### ACTION ITEM
Retype the opening lines of the listing below, ending with the line that contains "background:#1a73e8; border-color:#fff; box-shadow:0", and leave out any pictures.

### DATA
·····

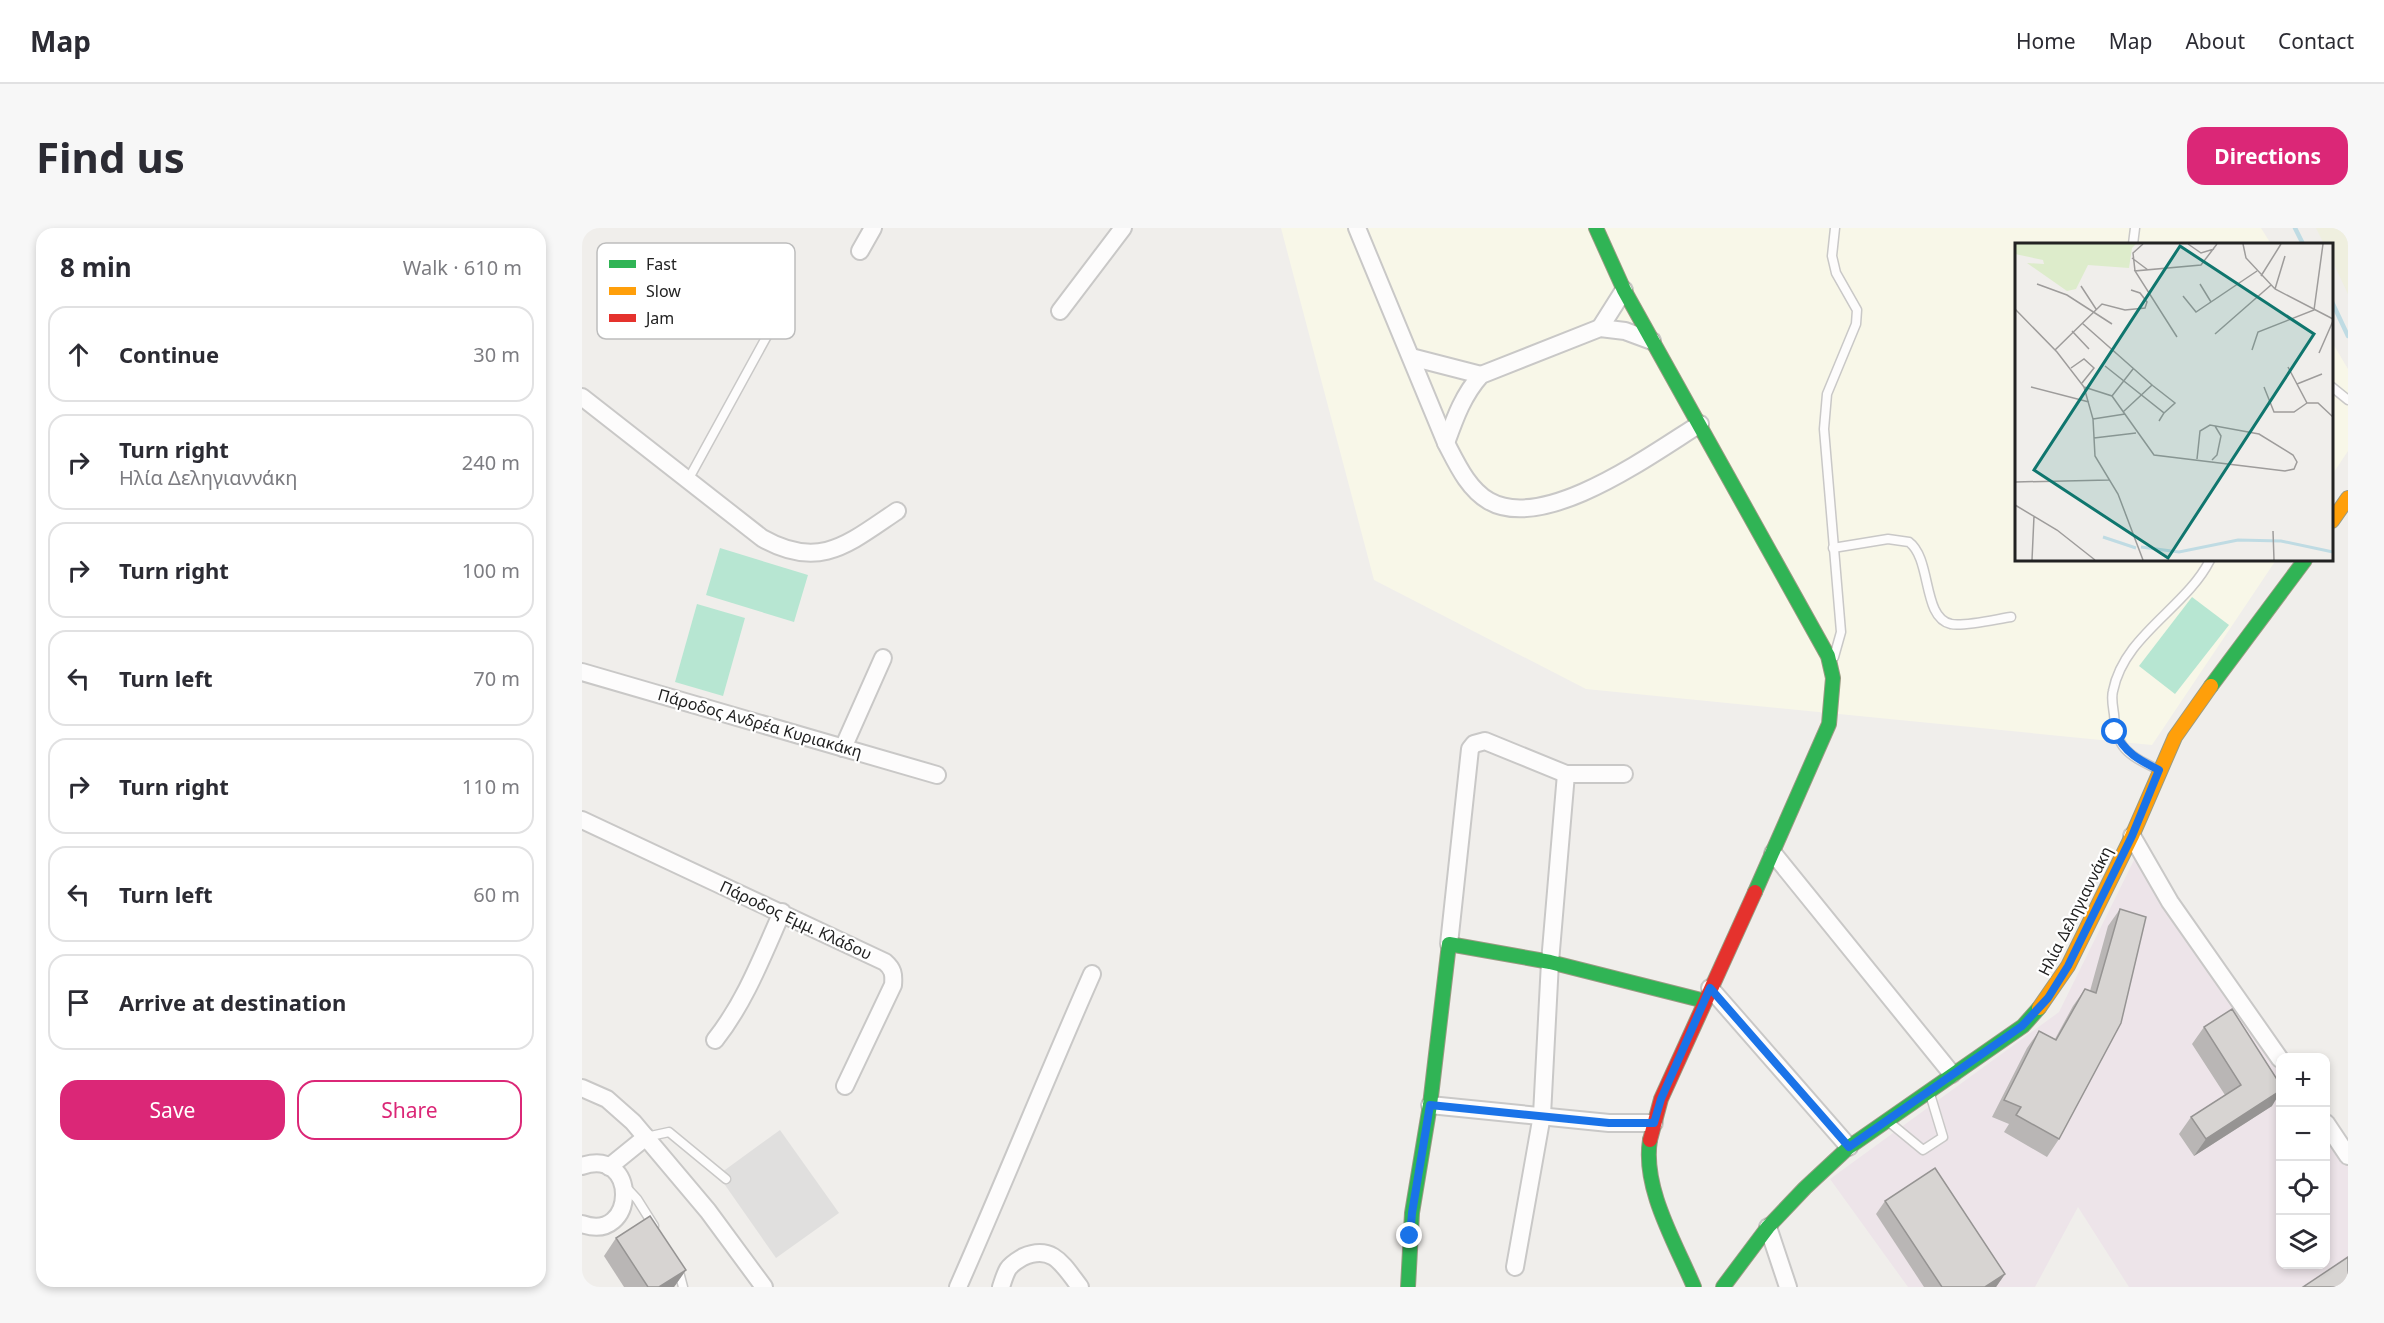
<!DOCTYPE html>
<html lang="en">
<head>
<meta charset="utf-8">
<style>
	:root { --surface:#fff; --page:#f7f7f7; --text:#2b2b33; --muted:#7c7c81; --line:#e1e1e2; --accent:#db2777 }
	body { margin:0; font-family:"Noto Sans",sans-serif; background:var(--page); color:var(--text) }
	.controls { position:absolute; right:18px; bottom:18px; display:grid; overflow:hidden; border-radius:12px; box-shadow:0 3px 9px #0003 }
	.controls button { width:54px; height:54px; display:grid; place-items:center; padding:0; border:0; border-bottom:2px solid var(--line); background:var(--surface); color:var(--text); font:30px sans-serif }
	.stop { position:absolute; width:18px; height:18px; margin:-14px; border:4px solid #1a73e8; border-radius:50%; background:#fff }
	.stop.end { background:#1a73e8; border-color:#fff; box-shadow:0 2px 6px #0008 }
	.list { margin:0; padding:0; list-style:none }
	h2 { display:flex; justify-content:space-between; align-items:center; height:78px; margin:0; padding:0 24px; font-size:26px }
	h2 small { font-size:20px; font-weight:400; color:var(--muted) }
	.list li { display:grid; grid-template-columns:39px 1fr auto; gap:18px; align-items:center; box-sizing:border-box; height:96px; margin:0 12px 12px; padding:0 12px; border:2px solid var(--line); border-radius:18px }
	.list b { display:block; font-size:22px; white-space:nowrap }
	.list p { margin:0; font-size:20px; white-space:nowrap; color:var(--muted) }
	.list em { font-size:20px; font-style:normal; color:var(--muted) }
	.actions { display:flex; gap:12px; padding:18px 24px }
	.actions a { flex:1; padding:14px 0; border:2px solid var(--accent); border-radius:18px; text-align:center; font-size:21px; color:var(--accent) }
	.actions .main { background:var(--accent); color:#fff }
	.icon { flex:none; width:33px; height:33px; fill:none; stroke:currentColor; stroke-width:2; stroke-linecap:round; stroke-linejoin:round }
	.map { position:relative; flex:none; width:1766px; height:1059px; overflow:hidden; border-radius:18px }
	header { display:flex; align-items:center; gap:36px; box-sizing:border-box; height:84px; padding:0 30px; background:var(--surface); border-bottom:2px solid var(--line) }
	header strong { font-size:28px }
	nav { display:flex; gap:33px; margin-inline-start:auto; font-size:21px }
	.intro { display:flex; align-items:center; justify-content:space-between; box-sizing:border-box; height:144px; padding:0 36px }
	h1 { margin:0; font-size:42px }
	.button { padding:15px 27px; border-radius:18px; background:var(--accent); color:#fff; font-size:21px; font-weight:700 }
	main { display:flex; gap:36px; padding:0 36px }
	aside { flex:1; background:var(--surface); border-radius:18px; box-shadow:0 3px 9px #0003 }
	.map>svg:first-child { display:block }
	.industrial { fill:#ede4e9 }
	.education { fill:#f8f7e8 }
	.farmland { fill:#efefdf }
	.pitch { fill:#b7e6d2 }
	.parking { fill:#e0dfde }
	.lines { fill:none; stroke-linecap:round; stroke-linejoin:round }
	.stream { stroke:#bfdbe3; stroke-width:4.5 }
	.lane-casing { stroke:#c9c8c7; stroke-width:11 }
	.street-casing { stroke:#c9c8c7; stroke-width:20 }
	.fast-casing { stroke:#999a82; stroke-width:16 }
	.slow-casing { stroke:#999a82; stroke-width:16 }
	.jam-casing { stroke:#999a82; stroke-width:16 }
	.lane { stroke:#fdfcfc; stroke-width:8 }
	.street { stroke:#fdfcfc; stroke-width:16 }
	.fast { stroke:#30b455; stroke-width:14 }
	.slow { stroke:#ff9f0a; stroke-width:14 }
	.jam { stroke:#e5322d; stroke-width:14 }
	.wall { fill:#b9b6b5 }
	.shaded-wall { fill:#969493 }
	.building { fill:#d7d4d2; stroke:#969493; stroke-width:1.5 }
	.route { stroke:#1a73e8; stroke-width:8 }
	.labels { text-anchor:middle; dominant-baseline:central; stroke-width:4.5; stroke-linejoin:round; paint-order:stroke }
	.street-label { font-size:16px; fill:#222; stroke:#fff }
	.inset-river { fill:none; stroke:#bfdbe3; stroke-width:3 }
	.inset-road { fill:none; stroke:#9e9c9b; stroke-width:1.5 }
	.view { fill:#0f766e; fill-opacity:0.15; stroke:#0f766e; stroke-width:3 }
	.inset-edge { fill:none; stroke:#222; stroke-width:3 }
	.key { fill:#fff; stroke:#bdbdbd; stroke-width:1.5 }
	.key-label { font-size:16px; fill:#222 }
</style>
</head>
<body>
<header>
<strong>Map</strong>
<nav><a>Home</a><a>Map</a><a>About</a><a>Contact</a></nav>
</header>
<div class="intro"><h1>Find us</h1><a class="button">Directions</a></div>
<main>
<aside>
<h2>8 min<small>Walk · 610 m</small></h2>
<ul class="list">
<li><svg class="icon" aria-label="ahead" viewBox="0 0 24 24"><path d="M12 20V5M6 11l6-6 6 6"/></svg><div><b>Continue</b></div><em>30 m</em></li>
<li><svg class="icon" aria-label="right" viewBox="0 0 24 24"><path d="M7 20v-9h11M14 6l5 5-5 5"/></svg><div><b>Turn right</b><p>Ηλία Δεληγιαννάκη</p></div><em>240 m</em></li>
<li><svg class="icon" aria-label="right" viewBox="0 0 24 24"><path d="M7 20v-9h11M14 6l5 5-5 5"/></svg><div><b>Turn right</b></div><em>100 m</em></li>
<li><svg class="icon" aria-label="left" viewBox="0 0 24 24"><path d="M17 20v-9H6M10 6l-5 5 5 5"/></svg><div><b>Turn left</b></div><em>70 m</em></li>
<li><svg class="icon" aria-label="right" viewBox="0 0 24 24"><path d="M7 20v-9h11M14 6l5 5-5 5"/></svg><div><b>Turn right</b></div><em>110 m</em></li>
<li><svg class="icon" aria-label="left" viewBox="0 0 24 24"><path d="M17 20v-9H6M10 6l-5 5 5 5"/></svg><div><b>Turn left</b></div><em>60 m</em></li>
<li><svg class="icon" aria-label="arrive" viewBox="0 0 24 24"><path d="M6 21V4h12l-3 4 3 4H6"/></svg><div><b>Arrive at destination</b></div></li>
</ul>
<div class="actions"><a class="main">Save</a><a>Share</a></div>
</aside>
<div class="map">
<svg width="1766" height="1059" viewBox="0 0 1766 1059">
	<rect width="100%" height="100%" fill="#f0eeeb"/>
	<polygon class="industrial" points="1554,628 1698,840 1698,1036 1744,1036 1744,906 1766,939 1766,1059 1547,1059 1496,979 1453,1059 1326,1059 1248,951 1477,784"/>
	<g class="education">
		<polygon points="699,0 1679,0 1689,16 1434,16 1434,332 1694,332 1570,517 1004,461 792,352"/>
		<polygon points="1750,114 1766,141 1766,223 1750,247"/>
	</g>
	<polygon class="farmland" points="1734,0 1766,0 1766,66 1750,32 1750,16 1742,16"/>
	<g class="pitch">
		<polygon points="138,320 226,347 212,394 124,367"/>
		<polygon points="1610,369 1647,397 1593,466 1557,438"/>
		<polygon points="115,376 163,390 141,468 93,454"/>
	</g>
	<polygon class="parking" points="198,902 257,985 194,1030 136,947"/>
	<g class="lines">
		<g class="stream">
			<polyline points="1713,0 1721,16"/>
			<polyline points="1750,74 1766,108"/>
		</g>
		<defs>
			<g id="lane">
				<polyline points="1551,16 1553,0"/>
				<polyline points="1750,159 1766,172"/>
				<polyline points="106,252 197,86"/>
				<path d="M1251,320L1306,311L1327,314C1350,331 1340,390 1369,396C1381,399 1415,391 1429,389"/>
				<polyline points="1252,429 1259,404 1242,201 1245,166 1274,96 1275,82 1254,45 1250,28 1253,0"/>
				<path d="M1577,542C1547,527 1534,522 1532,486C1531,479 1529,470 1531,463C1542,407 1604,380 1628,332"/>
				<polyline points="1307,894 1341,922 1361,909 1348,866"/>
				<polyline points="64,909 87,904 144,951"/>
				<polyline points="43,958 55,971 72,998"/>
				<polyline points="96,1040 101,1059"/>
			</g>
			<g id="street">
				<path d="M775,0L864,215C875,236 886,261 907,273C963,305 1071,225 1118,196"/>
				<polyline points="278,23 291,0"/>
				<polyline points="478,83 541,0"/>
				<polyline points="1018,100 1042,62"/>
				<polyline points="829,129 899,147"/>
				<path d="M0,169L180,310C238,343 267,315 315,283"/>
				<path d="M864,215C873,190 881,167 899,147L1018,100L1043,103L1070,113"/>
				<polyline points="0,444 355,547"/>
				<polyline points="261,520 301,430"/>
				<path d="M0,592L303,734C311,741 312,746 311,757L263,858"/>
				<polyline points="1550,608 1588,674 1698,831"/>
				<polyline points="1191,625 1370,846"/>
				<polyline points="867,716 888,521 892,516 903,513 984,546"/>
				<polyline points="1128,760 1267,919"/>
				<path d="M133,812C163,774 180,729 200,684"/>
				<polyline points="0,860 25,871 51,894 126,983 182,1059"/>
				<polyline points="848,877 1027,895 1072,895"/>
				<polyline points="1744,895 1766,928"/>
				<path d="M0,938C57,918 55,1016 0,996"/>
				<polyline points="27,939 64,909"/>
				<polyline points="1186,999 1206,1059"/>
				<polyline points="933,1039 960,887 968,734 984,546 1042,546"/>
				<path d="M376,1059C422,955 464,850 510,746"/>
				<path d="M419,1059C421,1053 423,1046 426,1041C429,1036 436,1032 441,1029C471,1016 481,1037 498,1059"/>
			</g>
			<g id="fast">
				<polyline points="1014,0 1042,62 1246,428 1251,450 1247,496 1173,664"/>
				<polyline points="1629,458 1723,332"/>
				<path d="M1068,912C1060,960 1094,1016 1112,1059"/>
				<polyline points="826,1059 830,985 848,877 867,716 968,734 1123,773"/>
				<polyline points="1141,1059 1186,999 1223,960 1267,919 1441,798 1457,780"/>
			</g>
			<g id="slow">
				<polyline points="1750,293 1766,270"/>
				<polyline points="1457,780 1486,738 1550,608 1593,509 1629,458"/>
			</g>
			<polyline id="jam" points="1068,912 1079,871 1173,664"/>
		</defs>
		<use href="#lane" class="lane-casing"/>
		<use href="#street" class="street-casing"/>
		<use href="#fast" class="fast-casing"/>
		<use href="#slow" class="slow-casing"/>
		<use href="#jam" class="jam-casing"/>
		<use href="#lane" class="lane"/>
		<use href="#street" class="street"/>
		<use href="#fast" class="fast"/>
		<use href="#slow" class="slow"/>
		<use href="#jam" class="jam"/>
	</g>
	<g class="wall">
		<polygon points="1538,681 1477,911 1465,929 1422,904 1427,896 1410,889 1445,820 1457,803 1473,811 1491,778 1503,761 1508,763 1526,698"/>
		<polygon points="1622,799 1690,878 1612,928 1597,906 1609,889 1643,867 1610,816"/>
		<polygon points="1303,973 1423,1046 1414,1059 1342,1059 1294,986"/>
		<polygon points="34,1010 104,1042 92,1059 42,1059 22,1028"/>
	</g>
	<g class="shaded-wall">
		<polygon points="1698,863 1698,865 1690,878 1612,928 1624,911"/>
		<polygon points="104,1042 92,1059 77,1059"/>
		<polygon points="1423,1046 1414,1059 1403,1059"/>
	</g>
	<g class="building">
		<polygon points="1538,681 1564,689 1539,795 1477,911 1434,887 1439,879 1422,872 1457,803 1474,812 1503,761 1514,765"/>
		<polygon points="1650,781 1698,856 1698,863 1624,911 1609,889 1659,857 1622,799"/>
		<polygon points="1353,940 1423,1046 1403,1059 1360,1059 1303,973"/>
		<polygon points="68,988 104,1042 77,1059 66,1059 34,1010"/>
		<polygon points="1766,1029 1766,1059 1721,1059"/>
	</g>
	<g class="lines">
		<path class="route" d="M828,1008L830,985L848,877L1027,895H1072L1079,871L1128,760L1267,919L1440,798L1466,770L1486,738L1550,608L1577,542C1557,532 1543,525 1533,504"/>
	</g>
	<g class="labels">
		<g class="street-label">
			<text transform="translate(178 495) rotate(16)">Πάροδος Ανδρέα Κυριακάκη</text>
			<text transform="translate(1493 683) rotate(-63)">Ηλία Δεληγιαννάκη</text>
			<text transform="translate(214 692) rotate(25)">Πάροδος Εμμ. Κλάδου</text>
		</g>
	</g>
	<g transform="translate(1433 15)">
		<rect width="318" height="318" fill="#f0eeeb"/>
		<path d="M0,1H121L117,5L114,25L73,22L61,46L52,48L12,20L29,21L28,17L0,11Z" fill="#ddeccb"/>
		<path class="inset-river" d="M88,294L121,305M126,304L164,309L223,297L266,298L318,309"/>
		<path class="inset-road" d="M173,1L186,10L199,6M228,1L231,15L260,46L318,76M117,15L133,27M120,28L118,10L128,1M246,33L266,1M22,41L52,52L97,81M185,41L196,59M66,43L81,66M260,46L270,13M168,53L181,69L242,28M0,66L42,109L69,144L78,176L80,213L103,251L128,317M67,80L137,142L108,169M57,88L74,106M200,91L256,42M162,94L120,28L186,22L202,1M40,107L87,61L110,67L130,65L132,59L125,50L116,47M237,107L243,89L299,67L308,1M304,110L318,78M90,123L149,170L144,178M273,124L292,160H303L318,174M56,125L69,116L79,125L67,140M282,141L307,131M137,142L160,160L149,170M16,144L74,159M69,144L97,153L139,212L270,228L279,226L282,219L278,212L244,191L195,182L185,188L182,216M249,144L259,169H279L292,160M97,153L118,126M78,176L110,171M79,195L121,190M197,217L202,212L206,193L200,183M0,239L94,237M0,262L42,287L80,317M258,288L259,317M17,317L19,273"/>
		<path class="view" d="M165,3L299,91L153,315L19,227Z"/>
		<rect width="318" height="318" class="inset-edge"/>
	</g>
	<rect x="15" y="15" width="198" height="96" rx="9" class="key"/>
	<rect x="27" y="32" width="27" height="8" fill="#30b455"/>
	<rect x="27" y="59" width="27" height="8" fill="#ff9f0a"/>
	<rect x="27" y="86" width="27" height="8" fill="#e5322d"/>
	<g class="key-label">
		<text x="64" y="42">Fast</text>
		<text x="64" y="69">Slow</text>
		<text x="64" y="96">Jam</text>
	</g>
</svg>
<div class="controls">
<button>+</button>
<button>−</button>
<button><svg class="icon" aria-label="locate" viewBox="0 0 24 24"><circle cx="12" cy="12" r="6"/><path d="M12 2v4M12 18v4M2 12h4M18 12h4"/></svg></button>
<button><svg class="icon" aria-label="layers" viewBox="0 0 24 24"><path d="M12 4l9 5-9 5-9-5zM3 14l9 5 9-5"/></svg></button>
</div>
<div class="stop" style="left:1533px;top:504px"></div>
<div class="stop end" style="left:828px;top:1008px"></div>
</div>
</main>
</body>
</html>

·····

### WRITTEN ANSWER
<!DOCTYPE html>
<html lang="en">
<head>
<meta charset="utf-8">
<style>
	:root { --surface:#fff; --page:#f7f7f7; --text:#2b2b33; --muted:#7c7c81; --line:#e1e1e2; --accent:#db2777 }
	body { margin:0; font-family:"Noto Sans",sans-serif; background:var(--page); color:var(--text) }
	.controls { position:absolute; right:18px; bottom:18px; display:grid; overflow:hidden; border-radius:12px; box-shadow:0 3px 9px #0003 }
	.controls button { width:54px; height:54px; display:grid; place-items:center; padding:0; border:0; border-bottom:2px solid var(--line); background:var(--surface); color:var(--text); font:30px sans-serif }
	.stop { position:absolute; width:18px; height:18px; margin:-14px; border:4px solid #1a73e8; border-radius:50%; background:#fff }
	.stop.end { background:#1a73e8; border-color:#fff; box-shadow:0 2px 6px #0008 }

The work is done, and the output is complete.